▸ **ASSIGNED TASK**
Extract every line below that contains the word "Math".

▸ **SOURCE MATERIAL**

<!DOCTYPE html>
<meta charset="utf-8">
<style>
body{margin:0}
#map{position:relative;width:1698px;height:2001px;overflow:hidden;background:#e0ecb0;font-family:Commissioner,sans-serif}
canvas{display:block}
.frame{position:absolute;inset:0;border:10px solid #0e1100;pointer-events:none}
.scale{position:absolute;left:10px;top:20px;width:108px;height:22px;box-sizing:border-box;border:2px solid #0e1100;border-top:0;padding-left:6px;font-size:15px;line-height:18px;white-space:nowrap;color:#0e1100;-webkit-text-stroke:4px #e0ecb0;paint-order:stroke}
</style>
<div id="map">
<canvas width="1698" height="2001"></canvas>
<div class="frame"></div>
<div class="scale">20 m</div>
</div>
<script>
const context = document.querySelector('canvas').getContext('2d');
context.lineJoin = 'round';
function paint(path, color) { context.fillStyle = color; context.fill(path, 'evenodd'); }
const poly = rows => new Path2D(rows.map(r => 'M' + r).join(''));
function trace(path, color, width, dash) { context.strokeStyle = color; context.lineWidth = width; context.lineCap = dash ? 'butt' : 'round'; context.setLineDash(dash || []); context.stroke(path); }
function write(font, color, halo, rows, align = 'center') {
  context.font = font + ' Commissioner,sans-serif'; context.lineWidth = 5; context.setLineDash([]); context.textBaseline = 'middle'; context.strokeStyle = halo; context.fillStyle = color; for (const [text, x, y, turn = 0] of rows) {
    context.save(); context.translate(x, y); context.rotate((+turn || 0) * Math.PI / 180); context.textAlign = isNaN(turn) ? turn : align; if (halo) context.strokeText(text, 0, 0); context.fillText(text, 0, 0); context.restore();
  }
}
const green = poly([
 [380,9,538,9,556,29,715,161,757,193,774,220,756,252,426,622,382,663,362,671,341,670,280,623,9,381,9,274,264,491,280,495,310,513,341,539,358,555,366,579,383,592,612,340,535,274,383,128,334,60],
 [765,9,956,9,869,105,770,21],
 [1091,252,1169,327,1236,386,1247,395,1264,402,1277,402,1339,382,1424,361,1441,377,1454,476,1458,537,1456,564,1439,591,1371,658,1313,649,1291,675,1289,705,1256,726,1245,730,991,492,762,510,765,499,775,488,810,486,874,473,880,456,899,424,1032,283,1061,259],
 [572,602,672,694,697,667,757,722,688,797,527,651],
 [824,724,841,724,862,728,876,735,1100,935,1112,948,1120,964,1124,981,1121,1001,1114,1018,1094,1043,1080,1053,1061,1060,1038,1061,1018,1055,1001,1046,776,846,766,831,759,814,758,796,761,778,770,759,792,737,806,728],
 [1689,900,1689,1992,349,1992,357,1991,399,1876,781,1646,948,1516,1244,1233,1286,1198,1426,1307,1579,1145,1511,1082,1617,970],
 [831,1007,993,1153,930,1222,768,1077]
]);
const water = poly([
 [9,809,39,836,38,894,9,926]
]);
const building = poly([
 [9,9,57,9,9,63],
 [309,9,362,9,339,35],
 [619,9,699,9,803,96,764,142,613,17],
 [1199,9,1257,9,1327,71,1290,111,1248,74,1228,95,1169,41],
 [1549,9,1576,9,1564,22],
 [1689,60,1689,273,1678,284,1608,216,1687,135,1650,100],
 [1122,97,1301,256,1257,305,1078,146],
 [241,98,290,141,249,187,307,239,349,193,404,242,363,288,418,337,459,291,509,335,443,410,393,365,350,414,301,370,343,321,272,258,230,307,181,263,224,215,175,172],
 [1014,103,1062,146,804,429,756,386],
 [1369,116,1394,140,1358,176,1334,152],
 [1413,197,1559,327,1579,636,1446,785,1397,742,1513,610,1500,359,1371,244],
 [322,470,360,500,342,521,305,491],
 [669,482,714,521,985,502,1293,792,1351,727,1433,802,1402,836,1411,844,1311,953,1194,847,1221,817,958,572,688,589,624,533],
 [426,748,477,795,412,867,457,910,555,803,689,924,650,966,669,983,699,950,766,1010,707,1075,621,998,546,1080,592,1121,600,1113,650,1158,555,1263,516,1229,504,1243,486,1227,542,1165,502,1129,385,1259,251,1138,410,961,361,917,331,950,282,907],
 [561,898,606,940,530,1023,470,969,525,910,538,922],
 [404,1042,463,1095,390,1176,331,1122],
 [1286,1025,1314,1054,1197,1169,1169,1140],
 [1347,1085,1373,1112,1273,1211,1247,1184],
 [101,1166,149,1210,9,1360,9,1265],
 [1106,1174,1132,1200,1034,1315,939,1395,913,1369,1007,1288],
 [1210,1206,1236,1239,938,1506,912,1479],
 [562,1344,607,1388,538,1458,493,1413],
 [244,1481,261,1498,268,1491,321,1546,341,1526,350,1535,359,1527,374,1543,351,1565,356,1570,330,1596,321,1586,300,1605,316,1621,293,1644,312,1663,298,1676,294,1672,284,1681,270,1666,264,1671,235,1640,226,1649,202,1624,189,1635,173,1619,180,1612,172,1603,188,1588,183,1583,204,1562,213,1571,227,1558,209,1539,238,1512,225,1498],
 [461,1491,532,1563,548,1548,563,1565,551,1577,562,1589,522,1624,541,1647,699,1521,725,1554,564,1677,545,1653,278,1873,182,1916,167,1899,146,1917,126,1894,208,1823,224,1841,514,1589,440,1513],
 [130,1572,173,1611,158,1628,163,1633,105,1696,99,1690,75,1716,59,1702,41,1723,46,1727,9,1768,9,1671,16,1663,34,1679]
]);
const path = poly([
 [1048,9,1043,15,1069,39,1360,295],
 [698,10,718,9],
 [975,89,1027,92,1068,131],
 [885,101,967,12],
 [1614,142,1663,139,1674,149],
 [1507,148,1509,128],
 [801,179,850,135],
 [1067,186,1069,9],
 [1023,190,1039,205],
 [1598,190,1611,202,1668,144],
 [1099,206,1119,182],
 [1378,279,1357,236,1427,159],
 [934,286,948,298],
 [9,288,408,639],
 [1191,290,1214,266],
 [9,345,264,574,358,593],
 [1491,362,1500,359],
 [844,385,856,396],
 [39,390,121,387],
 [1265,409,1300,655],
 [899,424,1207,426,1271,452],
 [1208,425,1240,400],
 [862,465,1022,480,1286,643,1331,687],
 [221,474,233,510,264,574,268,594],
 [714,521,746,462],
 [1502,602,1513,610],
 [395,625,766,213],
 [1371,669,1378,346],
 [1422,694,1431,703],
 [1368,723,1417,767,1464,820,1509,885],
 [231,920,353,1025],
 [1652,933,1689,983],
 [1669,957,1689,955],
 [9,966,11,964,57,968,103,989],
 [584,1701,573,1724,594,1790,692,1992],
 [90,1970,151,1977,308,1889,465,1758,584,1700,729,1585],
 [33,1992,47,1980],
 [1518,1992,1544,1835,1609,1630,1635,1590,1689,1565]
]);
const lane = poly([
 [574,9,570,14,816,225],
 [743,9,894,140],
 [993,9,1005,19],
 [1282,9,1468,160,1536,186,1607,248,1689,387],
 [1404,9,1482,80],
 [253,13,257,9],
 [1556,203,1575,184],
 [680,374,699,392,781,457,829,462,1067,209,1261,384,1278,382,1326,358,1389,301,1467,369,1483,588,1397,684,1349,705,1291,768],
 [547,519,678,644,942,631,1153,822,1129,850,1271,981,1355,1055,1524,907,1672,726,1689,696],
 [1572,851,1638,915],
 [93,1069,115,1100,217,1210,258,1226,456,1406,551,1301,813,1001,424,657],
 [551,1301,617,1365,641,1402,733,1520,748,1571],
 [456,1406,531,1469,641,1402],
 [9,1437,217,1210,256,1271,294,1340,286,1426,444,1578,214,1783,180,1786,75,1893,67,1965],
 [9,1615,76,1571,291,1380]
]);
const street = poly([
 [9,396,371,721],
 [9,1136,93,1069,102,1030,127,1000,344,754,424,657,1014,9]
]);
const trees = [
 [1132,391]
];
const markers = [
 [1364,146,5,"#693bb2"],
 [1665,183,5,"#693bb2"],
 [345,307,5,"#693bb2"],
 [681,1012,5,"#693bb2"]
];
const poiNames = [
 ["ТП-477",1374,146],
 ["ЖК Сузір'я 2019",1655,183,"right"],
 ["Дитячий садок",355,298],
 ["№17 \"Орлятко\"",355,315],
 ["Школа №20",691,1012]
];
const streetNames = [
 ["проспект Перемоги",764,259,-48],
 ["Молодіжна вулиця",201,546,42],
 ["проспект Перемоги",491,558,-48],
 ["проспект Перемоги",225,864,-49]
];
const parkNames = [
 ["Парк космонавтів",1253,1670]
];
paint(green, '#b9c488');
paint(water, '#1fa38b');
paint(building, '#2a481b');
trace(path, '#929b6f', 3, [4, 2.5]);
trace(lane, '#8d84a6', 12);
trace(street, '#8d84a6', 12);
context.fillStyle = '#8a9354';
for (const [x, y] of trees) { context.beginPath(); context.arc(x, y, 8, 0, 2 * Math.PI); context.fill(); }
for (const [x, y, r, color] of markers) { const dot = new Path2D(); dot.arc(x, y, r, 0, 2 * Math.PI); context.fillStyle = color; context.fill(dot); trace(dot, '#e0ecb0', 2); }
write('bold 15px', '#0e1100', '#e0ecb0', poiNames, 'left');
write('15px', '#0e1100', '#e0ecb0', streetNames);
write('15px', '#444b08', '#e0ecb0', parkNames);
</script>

▸ **SOLUTION TO THIS EXERCISE**
    context.save(); context.translate(x, y); context.rotate((+turn || 0) * Math.PI / 180); context.textAlign = isNaN(turn) ? turn : align; if (halo) context.strokeText(text, 0, 0); context.fillText(text, 0, 0); context.restore();
for (const [x, y] of trees) { context.beginPath(); context.arc(x, y, 8, 0, 2 * Math.PI); context.fill(); }
for (const [x, y, r, color] of markers) { const dot = new Path2D(); dot.arc(x, y, r, 0, 2 * Math.PI); context.fillStyle = color; context.fill(dot); trace(dot, '#e0ecb0', 2); }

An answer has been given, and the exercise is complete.